In a previous observation, we evaluated the effects of a combined nutraceutical with red yeast rice (5 mg monacolin K) and PUFAs (610 mg of fish oil, standardized in PUFAs: 183 mg EPA, 122 mg DHA) in a multi-centre clinical trial involving 107 subjects with suboptimal LDL-C levels and in the context of metabolic syndrome. After 8 weeks of treatment, the results showed a significant decrease in LDL-C (–37.5 mg/dl; –22 ±3%), TG (–19.5 mg/dl; –9 ±5%), and non-HDL-C (–21 ±3%) and a significant increase in HDL-C (+1.5 ±0.5%) (p < 0.001 for all), without changes in safety parameters. In particular, the study highlighted a greater decrease in TG levels only in subjects with baseline TG > 500 mg/dl, who reached 11% reduction (p < 0.001 vs. subjects with baseline TG < 150 mg/dl) [26].

Other colleagues, testing a similar formulation including red yeast rice and PUFAs (525 mg of fish oil, standardized in PUFAs: 294 mg EPA, 147 mg), observed an LDL-C and TC reduction of 17.3% and 12.0%, respectively [27].

Considering that in both trials the tested dose of monacolin K was about double that of the one currently tested in our study, the overall effect in term of blood lipids reduction was similar in all studies.

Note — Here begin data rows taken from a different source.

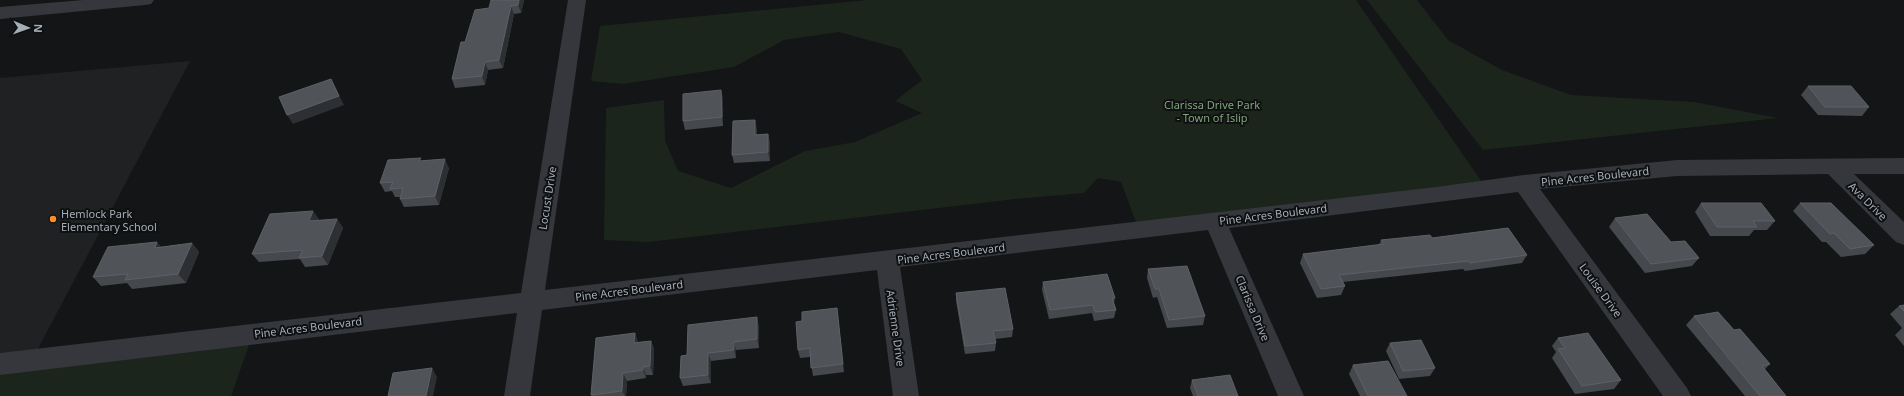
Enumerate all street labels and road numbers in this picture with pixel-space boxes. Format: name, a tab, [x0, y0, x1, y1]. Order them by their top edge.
street label: Pine Acres Boulevard	[1540, 163, 1650, 189]
street label: Locust Drive	[535, 165, 559, 231]
street label: Ava Drive	[1845, 178, 1891, 224]
street label: Pine Acres Boulevard	[1218, 200, 1328, 228]
street label: Pine Acres Boulevard	[896, 239, 1006, 267]
street label: Louise Drive	[1576, 260, 1626, 320]
street label: Clarissa Drive	[1232, 273, 1274, 343]
street label: Pine Acres Boulevard	[574, 276, 684, 304]
street label: Adrienne Drive	[883, 289, 909, 367]
street label: Pine Acres Boulevard	[253, 313, 363, 341]

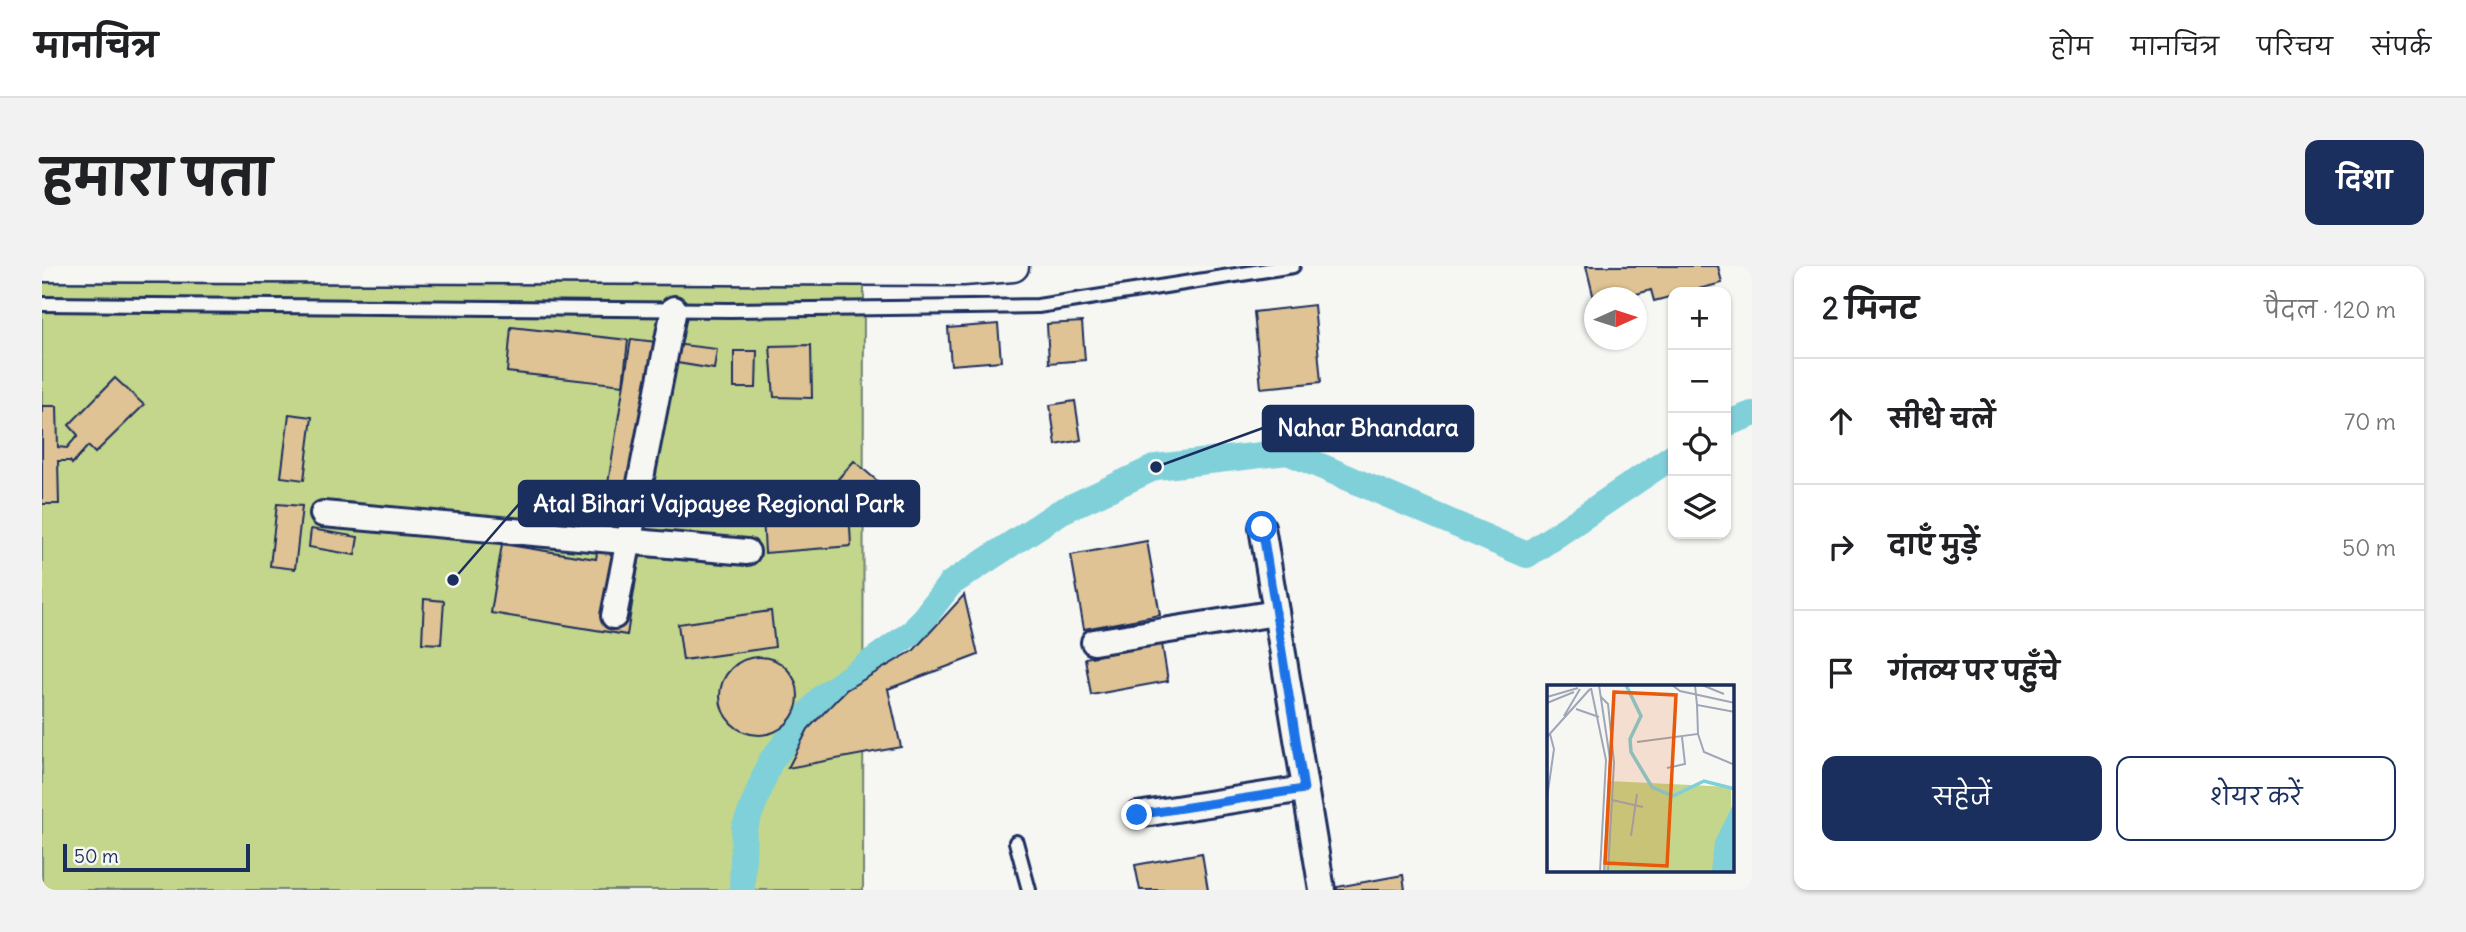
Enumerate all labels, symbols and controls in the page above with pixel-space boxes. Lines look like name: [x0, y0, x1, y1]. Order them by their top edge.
text: मानचित्र: [35, 24, 158, 66]
text: होम: [2050, 31, 2093, 61]
text: मानचित्र: [2131, 31, 2219, 61]
text: परिचय: [2257, 31, 2333, 61]
text: संपर्क: [2371, 31, 2431, 61]
button: दिशा: [2305, 140, 2424, 225]
text: हमारा पता: [42, 147, 271, 208]
north arrow: [1584, 287, 1647, 350]
map controls: [1668, 287, 1731, 539]
button: +: [1668, 287, 1731, 350]
text: 2 मिनट: [1822, 289, 1918, 327]
text: पैदल · 120 m: [2264, 295, 2396, 324]
button: −: [1668, 350, 1731, 413]
icon: ahead: [1822, 402, 1860, 440]
text: सीधे चलें: [1889, 402, 1995, 435]
callout: Nahar Bhandara: [1263, 406, 1473, 451]
text: 70 m: [2344, 407, 2396, 436]
text: Nahar Bhandara: [1277, 412, 1459, 442]
button: locate: [1668, 413, 1731, 476]
button: layers: [1668, 476, 1731, 539]
callout: Atal Bihari Vajpayee Regional Park: [519, 481, 919, 526]
text: Atal Bihari Vajpayee Regional Park: [533, 488, 905, 518]
route start: [1246, 511, 1277, 542]
icon: right: [1822, 528, 1860, 566]
text: दाएँ मुड़ें: [1889, 528, 1979, 561]
text: 50 m: [2342, 533, 2396, 562]
icon: arrive: [1822, 654, 1860, 692]
text: गंतव्य पर पहुँचे: [1889, 654, 2059, 687]
inset map: [1547, 685, 1734, 872]
button: सहेजें: [1822, 756, 2102, 841]
button: शेयर करें: [2116, 756, 2396, 841]
route end: [1121, 799, 1152, 830]
scale bar: [63, 841, 250, 873]
text: 50 m: [74, 844, 119, 868]

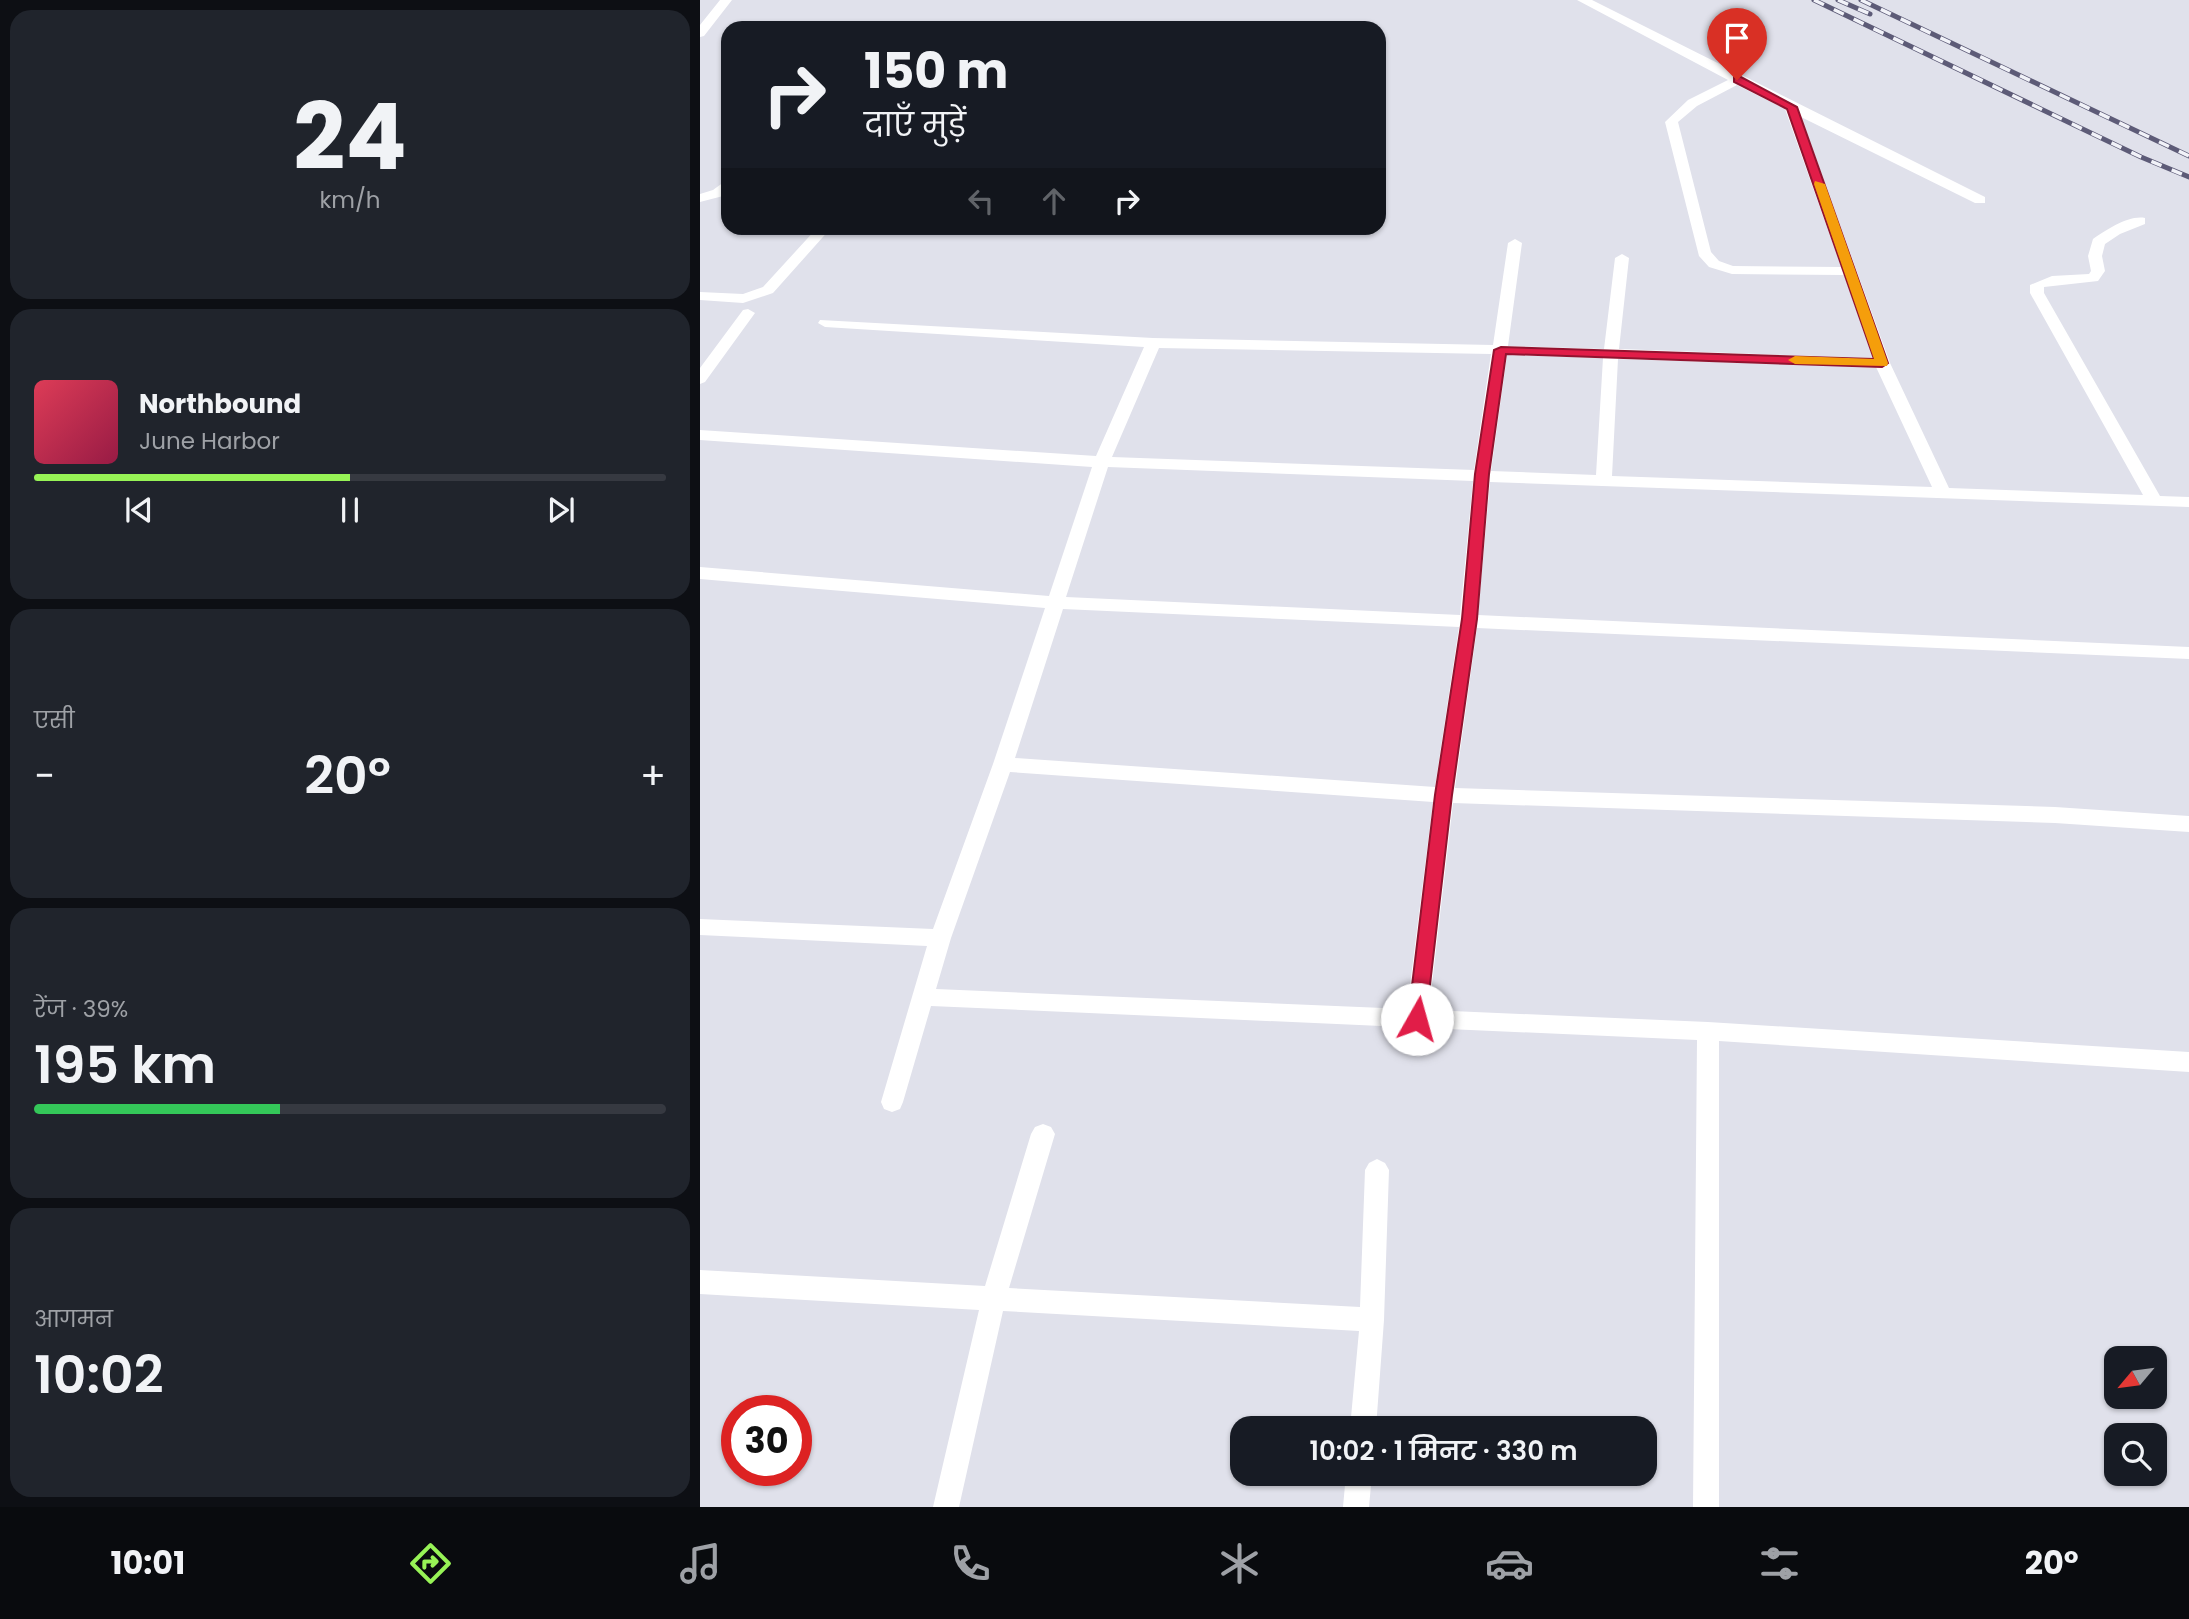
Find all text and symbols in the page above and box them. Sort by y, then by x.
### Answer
pin [1707,8,1767,80]
icon: arrive [1718,19,1756,57]
text: 150 m [864,37,1009,105]
icon: right [749,49,840,140]
text: 24 [293,73,407,201]
text: दाएँ मुड़ें [864,102,966,147]
icon: left [962,182,1000,220]
icon: ahead [1035,182,1073,220]
icon: right [1108,182,1146,220]
text: km/h [319,184,381,216]
text: Northbound [139,386,301,422]
text: June Harbor [139,425,280,457]
icon: previous [120,491,158,529]
icon: pause [331,491,369,529]
icon: next [542,491,580,529]
text: एसी [34,704,75,736]
text: 20° [304,739,391,812]
text: − [34,749,55,802]
text: + [640,749,666,802]
position arrow [1380,982,1454,1056]
text: रेंज · 39% [34,993,128,1025]
text: 195 km [34,1028,216,1101]
text: आगमन [34,1303,113,1335]
text: 10:02 [34,1338,164,1411]
north arrow [2104,1346,2166,1409]
map controls [2104,1346,2167,1486]
speed limit sign: 30 [721,1395,812,1486]
button: search [2104,1423,2167,1486]
text: 10:02 · 1 मिनट · 330 m [1310,1433,1577,1469]
icon: directions [406,1539,455,1588]
icon: music [676,1539,725,1588]
icon: phone [946,1539,995,1588]
icon: climate [1215,1539,1264,1588]
icon: car [1485,1539,1534,1588]
icon: filters [1755,1539,1804,1588]
text: 10:01 [110,1540,185,1585]
text: 20° [2025,1540,2079,1585]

On the other hand, we find of interest the impact of the tested formulation on hsCRP, a well-known inflammatory biomarker strictly related to cardiovascular risk [28], as well as on pulse volume change, where even a small improvement in endothelial function is associated with a significant improvement in cardiovascular disease risk. In particular, a 1% improvement in endothelial function has been estimated to be associated with a 12% reduction in cardiovascular disease events [29]. The anti-inflammatory effect and the positive effect of both red yeast rice [30] and omega-3 PUFAs [31] are well-known but both for higher doses than the one tested in this trial. Consequently, we should argue that the combined effect of both components in a single softgel could have improved their individual efficacy.

While more extended investigations are necessary to validate the observed outcomes, the duration of this study suffices to identify the lipid-lowering effectiveness of the tested product. It is essential to acknowledge the limitations in our study, including the brief duration and the relatively small sample size, even though the study was adequately powered for the primary outcome measure. It is crucial to note that our findings may not be universally applicable to subjects with obesity because individuals with a BMI ≥ 30 kg/m2 were excluded from the study. Additionally, due to the study’s relatively short duration, we cannot ascertain whether the observed efficacy and safety data would hold true in the long term [32]. Of course, the other minor components of the tested combined nutraceutical could have also contributed to its global effect, but the design of the study cannot derive any conclusion about that.

In conclusion, the tested combined dietary supplement containing red yeast rice and fish oil containing PUFAs was very well tolerated and significantly improved LDL-C, TC, apoB, hsCRP, and endothelial function in healthy subjects with suboptimal LDL-cholesterolaemia.